Heat is transferred to the materials of joined strips 2,4 and the layer 3, if any, as a result of thermal emission which takes place due to the pressing of strips 2,4 of joined materials to the strip 1 and to the other strip 5 or to a metallic surface by means of permanent or electric magnets 7.

Parts 8 and 9 - a metal washer and a guide (housing) are structural elements that hold the magnets 7 in place and at the same time allow them to move in the guide 9 together with the heating element (the strip 5 or trip 1 , or the strips 1 and 5 concurrently) during heating and cooling.

The materials are joined as a result of an increase in the temperature within the bonding formation zone to the values at which the materials of the strips (layers) 2,4 are melted and welded themselves, or the layers 3 added to the joining area and having a lower melting point (e.g. heat-activated adhesive or hot melt adhesive composition) are melted and welded. When switched on, the heating elements 1, 5 increase in their size, so it is necessary either to stabilize their temperature and keep them constantly on, or to allow the heating elements 1 , 5 to increase in their size directly during the process of pressing.

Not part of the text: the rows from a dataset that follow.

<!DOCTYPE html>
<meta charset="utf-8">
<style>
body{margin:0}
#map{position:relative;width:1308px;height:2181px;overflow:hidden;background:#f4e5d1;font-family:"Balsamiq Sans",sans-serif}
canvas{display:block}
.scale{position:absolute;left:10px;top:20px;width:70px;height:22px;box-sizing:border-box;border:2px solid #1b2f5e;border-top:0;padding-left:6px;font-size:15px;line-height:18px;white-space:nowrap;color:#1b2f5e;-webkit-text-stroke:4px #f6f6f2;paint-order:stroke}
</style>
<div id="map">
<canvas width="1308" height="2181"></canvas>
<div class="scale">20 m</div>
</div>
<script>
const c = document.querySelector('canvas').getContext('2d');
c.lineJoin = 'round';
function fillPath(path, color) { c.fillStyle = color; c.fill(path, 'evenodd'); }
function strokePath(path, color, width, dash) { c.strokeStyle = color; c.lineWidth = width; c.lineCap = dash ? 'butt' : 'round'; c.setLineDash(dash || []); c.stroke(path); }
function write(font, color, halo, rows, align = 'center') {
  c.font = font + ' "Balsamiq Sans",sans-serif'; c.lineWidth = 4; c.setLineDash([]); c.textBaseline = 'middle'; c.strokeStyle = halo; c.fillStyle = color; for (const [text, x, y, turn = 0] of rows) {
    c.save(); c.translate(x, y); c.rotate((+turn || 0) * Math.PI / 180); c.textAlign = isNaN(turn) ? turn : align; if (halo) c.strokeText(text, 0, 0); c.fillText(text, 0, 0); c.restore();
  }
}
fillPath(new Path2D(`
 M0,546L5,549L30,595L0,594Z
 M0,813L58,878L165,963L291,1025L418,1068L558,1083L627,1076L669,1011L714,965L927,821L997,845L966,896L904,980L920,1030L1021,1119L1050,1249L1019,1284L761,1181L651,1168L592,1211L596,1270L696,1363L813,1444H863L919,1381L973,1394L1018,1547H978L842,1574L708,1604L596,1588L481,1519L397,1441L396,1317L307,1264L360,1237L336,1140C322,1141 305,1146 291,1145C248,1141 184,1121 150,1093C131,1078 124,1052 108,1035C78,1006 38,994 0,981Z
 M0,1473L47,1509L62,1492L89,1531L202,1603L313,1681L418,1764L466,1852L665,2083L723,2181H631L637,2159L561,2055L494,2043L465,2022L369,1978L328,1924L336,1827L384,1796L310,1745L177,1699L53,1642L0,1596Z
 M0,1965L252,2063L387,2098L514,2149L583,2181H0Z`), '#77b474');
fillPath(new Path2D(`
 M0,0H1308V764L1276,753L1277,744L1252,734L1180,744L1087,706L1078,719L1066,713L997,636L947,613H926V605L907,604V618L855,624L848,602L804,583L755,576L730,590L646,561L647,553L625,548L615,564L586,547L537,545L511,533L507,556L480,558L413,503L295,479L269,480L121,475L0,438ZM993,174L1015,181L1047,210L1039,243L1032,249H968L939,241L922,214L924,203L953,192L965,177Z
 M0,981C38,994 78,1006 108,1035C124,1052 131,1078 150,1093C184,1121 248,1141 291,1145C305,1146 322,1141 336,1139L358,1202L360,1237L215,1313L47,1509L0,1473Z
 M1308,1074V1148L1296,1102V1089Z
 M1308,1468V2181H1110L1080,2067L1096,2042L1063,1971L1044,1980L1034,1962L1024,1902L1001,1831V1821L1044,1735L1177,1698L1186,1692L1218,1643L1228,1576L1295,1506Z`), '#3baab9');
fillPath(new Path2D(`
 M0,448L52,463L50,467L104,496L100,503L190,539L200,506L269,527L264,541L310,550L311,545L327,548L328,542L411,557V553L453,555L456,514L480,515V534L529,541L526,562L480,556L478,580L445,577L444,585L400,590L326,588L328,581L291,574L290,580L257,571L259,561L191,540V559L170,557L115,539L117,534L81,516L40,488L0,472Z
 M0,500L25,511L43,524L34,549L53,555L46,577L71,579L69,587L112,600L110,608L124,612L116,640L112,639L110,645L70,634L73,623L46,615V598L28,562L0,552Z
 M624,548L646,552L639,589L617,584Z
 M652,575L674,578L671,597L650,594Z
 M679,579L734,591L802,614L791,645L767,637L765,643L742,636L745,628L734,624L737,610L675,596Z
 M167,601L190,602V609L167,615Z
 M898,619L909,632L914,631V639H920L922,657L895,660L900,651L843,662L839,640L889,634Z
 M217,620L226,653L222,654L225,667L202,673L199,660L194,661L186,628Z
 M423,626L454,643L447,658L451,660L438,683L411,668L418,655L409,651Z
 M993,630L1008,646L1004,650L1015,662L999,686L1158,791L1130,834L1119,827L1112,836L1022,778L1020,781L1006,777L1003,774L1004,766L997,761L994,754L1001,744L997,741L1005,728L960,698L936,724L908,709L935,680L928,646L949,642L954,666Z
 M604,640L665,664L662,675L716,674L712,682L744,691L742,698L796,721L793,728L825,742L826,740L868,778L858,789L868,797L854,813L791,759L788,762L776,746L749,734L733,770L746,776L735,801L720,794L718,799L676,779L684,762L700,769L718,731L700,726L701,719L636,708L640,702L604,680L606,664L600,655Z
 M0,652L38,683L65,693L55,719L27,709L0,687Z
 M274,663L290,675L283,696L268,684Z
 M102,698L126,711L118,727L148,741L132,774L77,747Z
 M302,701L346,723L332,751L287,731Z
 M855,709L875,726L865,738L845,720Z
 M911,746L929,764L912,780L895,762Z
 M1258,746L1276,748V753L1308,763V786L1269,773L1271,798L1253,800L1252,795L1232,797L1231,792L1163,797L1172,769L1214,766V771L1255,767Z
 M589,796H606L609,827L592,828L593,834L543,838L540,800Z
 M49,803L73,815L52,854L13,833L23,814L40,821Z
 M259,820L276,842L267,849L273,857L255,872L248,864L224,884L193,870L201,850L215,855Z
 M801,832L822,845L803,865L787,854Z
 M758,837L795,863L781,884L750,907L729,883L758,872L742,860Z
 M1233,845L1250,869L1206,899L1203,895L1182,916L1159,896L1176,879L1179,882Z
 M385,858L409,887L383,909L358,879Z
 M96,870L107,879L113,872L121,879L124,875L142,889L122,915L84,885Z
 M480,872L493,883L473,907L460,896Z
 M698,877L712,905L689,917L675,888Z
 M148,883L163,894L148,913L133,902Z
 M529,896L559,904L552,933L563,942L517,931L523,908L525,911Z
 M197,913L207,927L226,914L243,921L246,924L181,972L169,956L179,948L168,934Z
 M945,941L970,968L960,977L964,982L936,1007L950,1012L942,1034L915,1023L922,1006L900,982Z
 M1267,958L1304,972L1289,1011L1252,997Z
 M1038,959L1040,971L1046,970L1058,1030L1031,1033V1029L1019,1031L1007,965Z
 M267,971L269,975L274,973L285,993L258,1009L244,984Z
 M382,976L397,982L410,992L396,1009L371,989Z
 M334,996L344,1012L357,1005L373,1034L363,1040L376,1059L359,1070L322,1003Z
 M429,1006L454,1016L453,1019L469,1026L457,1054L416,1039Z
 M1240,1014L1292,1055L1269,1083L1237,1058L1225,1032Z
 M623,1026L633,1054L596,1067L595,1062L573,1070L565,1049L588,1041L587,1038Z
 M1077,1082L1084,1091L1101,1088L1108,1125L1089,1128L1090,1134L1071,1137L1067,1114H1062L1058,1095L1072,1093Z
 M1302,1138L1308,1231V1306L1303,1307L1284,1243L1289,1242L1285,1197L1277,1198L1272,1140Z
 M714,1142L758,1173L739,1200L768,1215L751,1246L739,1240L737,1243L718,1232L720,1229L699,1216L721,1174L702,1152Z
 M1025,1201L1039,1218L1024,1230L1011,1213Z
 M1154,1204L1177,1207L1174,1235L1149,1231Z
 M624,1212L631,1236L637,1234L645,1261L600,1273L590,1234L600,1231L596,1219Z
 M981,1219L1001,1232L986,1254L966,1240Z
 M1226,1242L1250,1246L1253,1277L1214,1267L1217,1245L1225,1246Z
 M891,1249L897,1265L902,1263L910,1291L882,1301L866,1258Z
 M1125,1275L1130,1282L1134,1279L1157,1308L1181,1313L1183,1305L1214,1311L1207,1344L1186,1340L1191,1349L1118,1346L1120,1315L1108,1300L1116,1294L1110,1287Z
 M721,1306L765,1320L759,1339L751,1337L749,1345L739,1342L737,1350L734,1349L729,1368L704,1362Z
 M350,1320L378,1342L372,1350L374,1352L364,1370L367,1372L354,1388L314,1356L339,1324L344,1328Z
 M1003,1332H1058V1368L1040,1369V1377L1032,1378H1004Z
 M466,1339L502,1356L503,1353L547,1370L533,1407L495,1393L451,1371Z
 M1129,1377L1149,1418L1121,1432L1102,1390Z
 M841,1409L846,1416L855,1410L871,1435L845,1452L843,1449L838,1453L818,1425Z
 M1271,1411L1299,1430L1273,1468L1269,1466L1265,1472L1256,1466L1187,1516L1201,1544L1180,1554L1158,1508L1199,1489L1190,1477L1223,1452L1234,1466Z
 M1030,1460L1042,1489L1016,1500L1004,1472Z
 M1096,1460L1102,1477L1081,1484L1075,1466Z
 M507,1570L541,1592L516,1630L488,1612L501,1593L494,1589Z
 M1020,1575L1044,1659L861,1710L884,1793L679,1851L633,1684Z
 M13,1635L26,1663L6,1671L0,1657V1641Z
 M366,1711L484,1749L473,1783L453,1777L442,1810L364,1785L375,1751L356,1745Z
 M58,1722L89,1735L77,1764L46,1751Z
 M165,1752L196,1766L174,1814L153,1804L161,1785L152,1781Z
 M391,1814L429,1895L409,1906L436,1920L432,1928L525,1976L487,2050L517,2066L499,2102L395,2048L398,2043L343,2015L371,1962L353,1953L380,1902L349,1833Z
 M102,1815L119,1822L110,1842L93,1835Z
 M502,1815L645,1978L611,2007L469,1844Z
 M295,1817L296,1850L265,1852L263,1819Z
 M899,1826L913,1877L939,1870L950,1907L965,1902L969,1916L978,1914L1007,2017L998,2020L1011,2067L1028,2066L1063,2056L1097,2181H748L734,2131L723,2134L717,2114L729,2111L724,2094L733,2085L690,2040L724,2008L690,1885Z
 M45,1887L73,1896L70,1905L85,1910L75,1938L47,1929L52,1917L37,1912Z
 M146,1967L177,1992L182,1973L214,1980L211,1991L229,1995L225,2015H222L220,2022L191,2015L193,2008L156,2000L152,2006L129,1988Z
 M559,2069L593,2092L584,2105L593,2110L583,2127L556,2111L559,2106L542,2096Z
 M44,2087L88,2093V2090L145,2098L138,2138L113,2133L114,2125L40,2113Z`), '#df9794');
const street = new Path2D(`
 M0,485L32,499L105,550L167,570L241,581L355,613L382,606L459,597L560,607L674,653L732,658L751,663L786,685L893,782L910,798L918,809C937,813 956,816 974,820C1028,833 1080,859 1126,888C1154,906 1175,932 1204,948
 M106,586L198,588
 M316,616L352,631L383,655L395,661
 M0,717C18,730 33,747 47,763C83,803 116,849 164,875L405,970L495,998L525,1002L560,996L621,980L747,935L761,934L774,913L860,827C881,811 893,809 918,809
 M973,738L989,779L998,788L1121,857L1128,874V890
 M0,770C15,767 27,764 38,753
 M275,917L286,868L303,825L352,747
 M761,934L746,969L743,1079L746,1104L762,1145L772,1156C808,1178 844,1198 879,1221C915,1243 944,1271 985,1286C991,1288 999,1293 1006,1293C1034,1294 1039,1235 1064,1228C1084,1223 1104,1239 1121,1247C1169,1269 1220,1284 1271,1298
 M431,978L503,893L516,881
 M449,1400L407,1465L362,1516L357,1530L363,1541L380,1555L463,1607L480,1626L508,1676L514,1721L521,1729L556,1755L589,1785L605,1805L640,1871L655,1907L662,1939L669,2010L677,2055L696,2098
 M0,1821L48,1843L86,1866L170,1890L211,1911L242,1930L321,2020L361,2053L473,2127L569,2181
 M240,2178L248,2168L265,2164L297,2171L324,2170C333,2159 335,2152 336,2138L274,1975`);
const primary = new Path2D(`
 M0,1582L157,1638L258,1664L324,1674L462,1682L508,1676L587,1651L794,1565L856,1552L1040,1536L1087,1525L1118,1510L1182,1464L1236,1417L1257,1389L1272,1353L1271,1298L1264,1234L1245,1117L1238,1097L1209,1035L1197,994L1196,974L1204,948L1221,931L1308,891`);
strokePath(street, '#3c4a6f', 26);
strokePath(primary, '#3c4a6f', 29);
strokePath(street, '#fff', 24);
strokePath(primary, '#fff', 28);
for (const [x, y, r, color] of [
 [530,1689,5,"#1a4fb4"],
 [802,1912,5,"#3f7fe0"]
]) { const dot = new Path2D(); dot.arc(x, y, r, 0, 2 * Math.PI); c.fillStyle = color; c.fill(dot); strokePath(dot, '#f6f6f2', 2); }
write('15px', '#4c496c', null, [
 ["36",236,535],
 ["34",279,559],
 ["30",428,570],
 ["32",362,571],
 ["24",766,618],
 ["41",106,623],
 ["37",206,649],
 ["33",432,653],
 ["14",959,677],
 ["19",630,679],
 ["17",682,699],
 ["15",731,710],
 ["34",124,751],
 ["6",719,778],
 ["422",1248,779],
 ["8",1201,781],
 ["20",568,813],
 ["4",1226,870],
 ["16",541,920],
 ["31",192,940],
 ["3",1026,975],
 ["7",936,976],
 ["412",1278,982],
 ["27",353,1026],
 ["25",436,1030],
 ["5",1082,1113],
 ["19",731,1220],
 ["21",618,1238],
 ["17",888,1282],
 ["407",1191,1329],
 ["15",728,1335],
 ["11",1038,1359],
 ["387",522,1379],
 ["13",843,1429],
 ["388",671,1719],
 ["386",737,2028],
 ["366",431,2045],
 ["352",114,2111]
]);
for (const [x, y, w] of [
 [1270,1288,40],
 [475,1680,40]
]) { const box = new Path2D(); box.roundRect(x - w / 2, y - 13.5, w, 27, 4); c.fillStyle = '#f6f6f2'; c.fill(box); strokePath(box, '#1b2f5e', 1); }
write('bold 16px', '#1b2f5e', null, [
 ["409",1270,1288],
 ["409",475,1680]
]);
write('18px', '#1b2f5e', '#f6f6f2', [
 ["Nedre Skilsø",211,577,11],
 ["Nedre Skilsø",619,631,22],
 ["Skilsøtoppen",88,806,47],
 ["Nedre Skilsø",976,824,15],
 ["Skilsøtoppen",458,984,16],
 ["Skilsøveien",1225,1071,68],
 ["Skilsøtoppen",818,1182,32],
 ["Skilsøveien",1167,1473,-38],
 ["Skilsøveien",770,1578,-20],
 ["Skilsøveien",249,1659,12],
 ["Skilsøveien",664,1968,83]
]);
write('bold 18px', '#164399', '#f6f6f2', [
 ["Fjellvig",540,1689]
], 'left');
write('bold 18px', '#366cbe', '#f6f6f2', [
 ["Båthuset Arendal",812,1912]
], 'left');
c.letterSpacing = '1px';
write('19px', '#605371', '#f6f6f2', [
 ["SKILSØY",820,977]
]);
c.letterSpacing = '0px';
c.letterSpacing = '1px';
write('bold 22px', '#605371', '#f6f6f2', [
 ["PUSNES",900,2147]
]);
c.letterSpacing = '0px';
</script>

In the described case, the width and thickness of the heating element is many times less than its length, and in order to reduce the negative effect of the rapid increase of the heating element 1,5 in size, it is required to ensure the possibility of an unhindered increase in its length during its pressing against the materials of joined strips 2,4. For this purpose, in the presented device, the magnets 7 move freely in the guide 9 along the line of thermal elongation of the heating element 5 or 1 or the strips 1 and 5 concurrently. The magnets 7 are split into segments which are pressed to the heating element 1 , or 1 and 5 under the action of a magnetic force, and when the size of this heating element changes, they move together with the heating element during both the increase in its size, and decrease in its size at cooling, thus a uniform pattern of bonding along the entire length is achieved.

Electromagnets or permanent neodymium magnets made of a neodymium-iron-boron alloy with the formation a tetragonal crystal structure Nd2Fel4B can be used as the magnets 7. Neodymium magnets are the strongest type of permanent magnets common in engineering.

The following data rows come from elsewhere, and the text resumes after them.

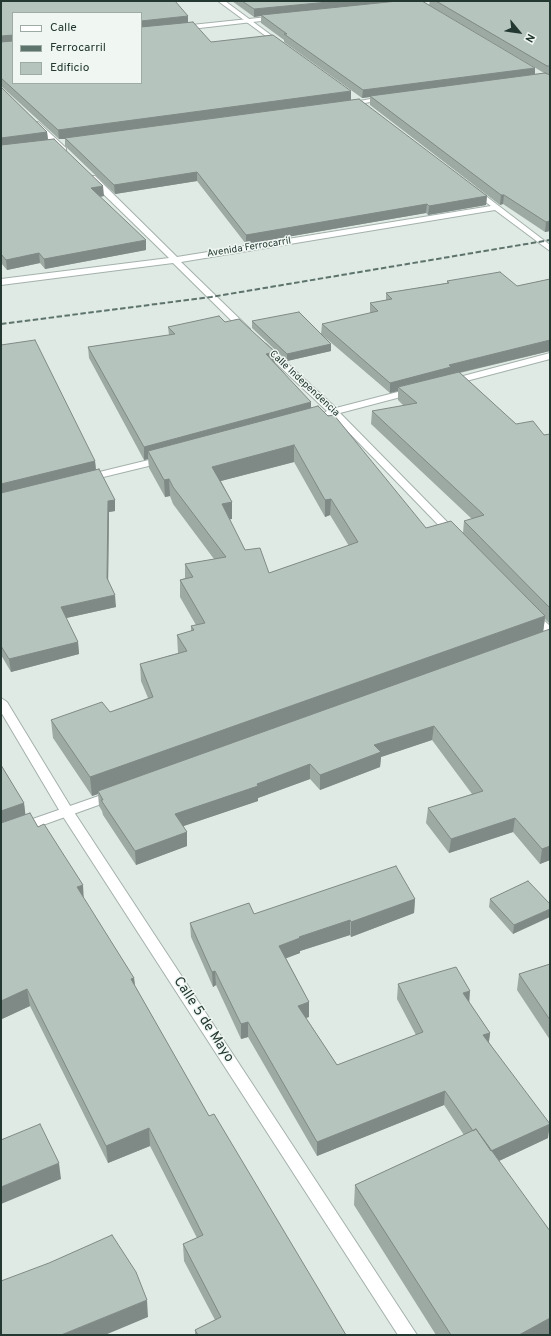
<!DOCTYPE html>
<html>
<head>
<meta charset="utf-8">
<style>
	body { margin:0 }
	#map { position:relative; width:551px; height:1336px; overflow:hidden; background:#e0eae5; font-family:Overpass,sans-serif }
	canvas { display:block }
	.frame { position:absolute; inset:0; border:2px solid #233831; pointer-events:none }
	.legend { position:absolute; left:12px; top:12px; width:130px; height:72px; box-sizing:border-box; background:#f0f7f3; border:1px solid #9eaba5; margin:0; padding:5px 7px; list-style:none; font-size:12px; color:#233831 }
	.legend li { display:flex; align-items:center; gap:8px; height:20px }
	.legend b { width:20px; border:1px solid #9eaba5 }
	.north { position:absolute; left:499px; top:12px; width:40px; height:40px; -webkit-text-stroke:3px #f0f7f3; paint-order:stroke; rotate:119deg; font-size:11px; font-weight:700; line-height:16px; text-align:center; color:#233831 }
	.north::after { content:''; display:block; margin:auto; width:14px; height:18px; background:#233831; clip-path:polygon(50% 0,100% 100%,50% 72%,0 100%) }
</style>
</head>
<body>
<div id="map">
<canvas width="551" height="1336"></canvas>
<div class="frame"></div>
<ul class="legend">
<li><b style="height:5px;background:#fff"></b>Calle</li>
<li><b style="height:5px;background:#5d746c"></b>Ferrocarril</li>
<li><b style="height:11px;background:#b6c4be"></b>Edificio</li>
</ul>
<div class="north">N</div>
</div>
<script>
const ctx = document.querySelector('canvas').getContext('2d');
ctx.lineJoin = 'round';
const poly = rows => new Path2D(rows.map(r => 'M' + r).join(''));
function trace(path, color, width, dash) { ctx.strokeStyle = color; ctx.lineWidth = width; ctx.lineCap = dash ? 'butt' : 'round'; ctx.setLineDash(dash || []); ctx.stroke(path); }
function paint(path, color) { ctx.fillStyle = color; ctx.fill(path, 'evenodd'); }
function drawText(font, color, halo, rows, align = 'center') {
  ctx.font = font + ' Overpass,sans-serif'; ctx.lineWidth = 3; ctx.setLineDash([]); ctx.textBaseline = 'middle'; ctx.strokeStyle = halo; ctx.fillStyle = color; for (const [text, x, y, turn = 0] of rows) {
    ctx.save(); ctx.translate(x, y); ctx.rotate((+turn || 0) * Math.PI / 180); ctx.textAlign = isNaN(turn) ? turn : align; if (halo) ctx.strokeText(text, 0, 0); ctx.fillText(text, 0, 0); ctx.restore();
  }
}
const minor = poly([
	[218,1,225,1,283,44,278,45,218,1],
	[386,96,389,98,388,99,347,106,344,104,386,96],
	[34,122,38,122,66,148,66,152,60,152,34,124,34,122],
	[89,176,95,176,177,257,491,206,471,191,471,187,474,187,550,245,550,251,495,210,181,262,250,329,250,333,247,334,244,333,173,263,1,285,1,279,169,258,89,180,89,176],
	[263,343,266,344,336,408,413,388,416,389,416,393,340,413,459,534,460,536,459,538,451,538,332,415,326,415,324,413,327,411,260,348,260,344,263,343],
	[550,353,550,359,451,385,446,382,448,380,550,353],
	[165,456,169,457,170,459,169,461,87,481,82,478,83,476,165,456],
	[533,613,537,614,550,626,550,637,546,635,527,616,533,613],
	[1,698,7,702,72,809,417,1335,398,1335,62,815,1,712,1,698]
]);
const tertiary = poly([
	[277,16,279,17,279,19,182,30,179,28,182,26,277,16],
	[113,791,118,792,120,795,118,798,1,840,1,830,113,791]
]);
const rail = poly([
	[1,324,211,297,550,240]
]);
const wall = poly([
	[1,1,188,16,188,22,211,42,351,100,487,196,486,205,428,215,426,213,246,244,197,181,115,194,65,146,65,139,59,139,1,86],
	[232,1,422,1,535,74,544,73,429,5,430,1,550,1,550,74,547,74,550,75,550,231,545,232,503,204,500,205,370,105,370,97,362,98,284,42,284,40,261,23,261,16,254,17],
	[1,87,47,132,48,139,104,196,100,197,146,250,45,269,40,263,7,270,1,263],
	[550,279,550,351,460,373,516,424,544,435,550,434,550,624,545,619,543,631,550,860,540,864,513,832,449,853,426,823,428,808,472,794,432,740,381,757,380,767,320,790,310,779,258,798,258,801,183,826,187,832,187,846,136,865,103,815,102,811,99,806,98,794,92,796,53,738,51,720,110,712,148,698,141,681,140,664,178,653,177,635,191,631,191,626,196,625,180,597,180,580,185,578,185,564,214,559,173,504,170,496,165,497,149,468,148,459,144,460,89,358,88,347,169,335,168,327,225,322,275,363,311,407,426,528,463,533,464,521,472,519,371,424,372,411,404,406,398,400,398,391,390,393,321,334,322,324,370,313,370,303,386,300,386,293,447,283,447,281,517,286],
	[294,462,325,517,330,515,349,546,269,573,245,550,229,519,232,519,232,502,221,481],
	[252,321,331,344,331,351,287,361,252,328],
	[1,345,95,461,96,469,115,500,115,511,109,512,108,581,116,607,66,618,78,642,79,654,11,672,1,655],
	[1,765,24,803,25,815,38,827,134,978,135,986,209,1116,346,1335,195,1335,195,1330,215,1320,184,1261,183,1244,197,1238,150,1146,108,1163,30,1006,2,1019,1,1017],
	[415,899,414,913,351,937,350,935,300,951,300,953,286,958,309,1002,309,1017,306,1018,337,1065,416,1035,397,999,398,984,469,1002,490,1033,489,1042,548,1138,499,1161,550,1335,436,1335,354,1205,355,1185,464,1135,444,1105,317,1156,248,1037,241,1039,216,985,213,987,191,937,190,923,254,914],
	[490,899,550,904,513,934,489,907],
	[550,964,550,1040,517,990,519,974]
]);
const shadedWall = poly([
	[339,1,412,1,261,15,261,16,254,17,254,9],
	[188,16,188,24,141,28,141,21],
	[13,35,13,43,1,44,1,36],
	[535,68,535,76,370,96,370,97,362,98,363,90],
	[351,91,351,100,65,138,65,139,59,139,58,130],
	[47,132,48,141,1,147,1,138],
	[197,172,197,181,115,194,114,185],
	[103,186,104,196,92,198,91,188],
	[501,195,504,195,503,204,500,205],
	[487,196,486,205,428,215,429,206],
	[427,204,426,213,246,244,246,235],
	[550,221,550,231,545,232,546,222],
	[146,240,146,250,45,269,44,259],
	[39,253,40,263,7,270,6,260],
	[550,340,550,351,398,387,398,391,390,393,390,383,449,365],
	[331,344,331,351,287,361,287,354],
	[275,352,275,364,266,354],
	[311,402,311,414,148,451,148,459,144,460,144,447],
	[294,445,294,462,213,483,212,467],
	[95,461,96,472,1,495,1,484],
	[169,479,170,496,165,497,164,480],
	[331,499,330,515,325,517,325,500],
	[115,500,115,511,109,512,108,590,107,578,108,501],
	[232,502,232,519,222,521,222,504],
	[115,595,116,607,62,619,61,607],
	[545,616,543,634,98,791,98,794,92,796,90,777],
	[78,642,79,654,11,672,9,659],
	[434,726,432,740,381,757,380,767,320,790,320,775,374,745],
	[310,764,310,779,258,798,258,801,175,829,175,814],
	[24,803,26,819,1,829,1,811],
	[515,818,513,832,449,853,451,839],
	[187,832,187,846,136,865,135,851],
	[550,846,550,860,540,864,542,849],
	[83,885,84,902,77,887],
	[415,899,414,913,351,937,351,922],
	[550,909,550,917,513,934,514,925],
	[350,920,350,935,300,951,300,953,279,961,279,946,299,937],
	[215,971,216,985,213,987,212,972],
	[134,978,136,995,131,979],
	[27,989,30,1006,2,1019,1,1011,1,1001],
	[470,991,469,1006,463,993],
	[309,1002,309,1017,298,1020,298,1006],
	[248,1022,248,1037,241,1039,241,1024],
	[490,1033,488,1047,483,1035],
	[445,1091,444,1105,317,1156,317,1142],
	[550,1124,548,1138,486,1167,488,1152],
	[149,1128,150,1146,108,1163,106,1146],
	[59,1163,61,1179,1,1204,1,1187],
	[147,1300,148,1317,105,1335,61,1335],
	[550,1318,550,1335,519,1335]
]);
const building = poly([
	[1,1,175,1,188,16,141,21,141,13,13,13,13,35,1,36,1,1],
	[242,1,339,1,254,9,242,1],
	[398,1,422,1,535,68,363,90,284,34,287,34,261,15,398,1],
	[436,1,550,1,550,66,547,66,436,1],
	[193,22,211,42,273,35,351,91,58,130,1,78,1,42,13,41,13,83,141,83,141,27,193,22],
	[545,73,550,75,550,221,546,222,504,195,501,195,370,96,545,73],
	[1,87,47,132,1,138,1,87],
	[359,99,487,196,429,206,427,204,246,235,197,172,114,185,65,138,359,99],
	[54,139,103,186,91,188,146,240,44,259,39,253,6,260,1,254,1,145,54,139],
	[500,272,517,286,550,279,550,340,449,365,451,367,390,383,322,324,378,311,370,303,392,299,386,293,449,283,447,281,500,272],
	[299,312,331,344,287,354,252,321,299,312],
	[219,316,225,322,239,319,275,352,266,354,311,402,144,447,88,347,175,334,168,327,219,316],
	[35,340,95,461,1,484,1,345,35,340],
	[459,372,516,424,533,421,544,435,550,434,550,608,464,521,484,515,372,411,417,403,398,387,459,372],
	[318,406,328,416,334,415,426,528,451,521,545,616,90,777,51,720,102,702,110,712,153,697,140,664,187,651,177,635,194,630,191,626,205,623,180,580,193,577,185,564,226,557,173,487,169,479,164,480,148,451,318,406],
	[294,445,325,500,331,499,358,542,269,573,260,548,245,550,222,504,232,502,212,467,294,445],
	[99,469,115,500,108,501,107,578,115,595,61,607,78,642,9,659,1,646,1,493,99,469],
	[550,629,550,846,542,849,515,818,451,839,428,808,483,791,434,726,374,745,381,752,320,775,310,764,257,784,258,786,175,814,187,832,135,851,101,800,103,800,98,791,550,629],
	[1,765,24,803,1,811,1,765],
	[30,813,38,827,44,824,83,885,77,887,134,978,131,979,209,1116,214,1114,346,1335,198,1335,195,1330,221,1317,183,1244,203,1235,149,1128,106,1146,27,989,1,1001,1,823,30,813],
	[396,866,415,899,351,922,350,920,299,937,300,938,279,946,309,1002,298,1006,337,1065,423,1032,398,984,456,967,470,991,463,993,490,1033,483,1035,550,1124,491,1151,476,1129,473,1131,445,1091,317,1142,248,1022,241,1024,215,971,212,972,190,923,249,903,254,914,396,866],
	[528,881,550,904,550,909,514,925,490,899,528,881],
	[550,964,550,1020,519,974,550,964],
	[40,1124,59,1163,1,1187,1,1140,40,1124],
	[476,1129,550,1231,550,1318,519,1335,451,1335,355,1185,476,1129],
	[112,1235,136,1272,147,1300,61,1335,1,1335,1,1281,49,1263,112,1235]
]);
const farStreetnames = [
	["Avenida Ferrocarril",249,248,-9],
	["Calle Independencia",304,384,43]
];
const nearStreetnames = [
	["Calle 5 de Mayo",203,1020,57]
];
trace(minor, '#a4b1ab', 2);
trace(tertiary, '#a4b1ab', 2);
paint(minor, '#fff');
paint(tertiary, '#fff');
trace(rail, '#5d746c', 2, [5.5, 2.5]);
paint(wall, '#9da9a3');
paint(shadedWall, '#7f8985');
paint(building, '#b6c4be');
trace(building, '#7f8985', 1);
drawText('10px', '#233831', '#f0f7f3', farStreetnames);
drawText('14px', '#233831', '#f0f7f3', nearStreetnames);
</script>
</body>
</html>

The elements 1 and 5 are made of steel or materials having similar magnetic properties and properties of electric conductivity. These elements are heated up when electricity passes through them.

The element 6 is electrical insulation; it can be an independent element, or part of elements 5 or 7.

The elements 1 and 5 can be used as heating elements concurrently.

The strip 1 only may be used as a heating element; in this case, the strip 5 will be auxiliary; or the strip 5 only may be used as a heating element, in this case the element 1 will be auxiliary. The strip 5 then can be configured as an insertion made of any material, including with non-magnetic properties, and can be placed between the elements 1 and 2.

The device can be operated without using the strip 5. In this case, the magnets 7 press the heating element 1 directly to the material of layers 2, 3 and 4.

There may be the case where the materials 2 and 4 are joined together without using a heat-activated adhesive layer 3. In this case, the temperature and time of exposure to the heat from the heating element should be sufficient to weld the strips (layers) 2,4. There may be another adhesive layer 3 between the strips 2 and 4, and an additional layer of heat- activated adhesive medium can also be placed. In this case, the temperature and time of exposure to the heat from the heating element 1 or 1 and 4 shall be sufficient to activate the adhesive layer 3 or a layer of a hot melt adhesive composition.

Industrial applicability Thus, the embodiment of the claimed invention results in expanding the range of devices (a magnetic welding machine) for joining dissimilar materials through the creation of an original efficient device for joining materials which has high reliability and durability, the possibility of implementing its function and low-cost serial production.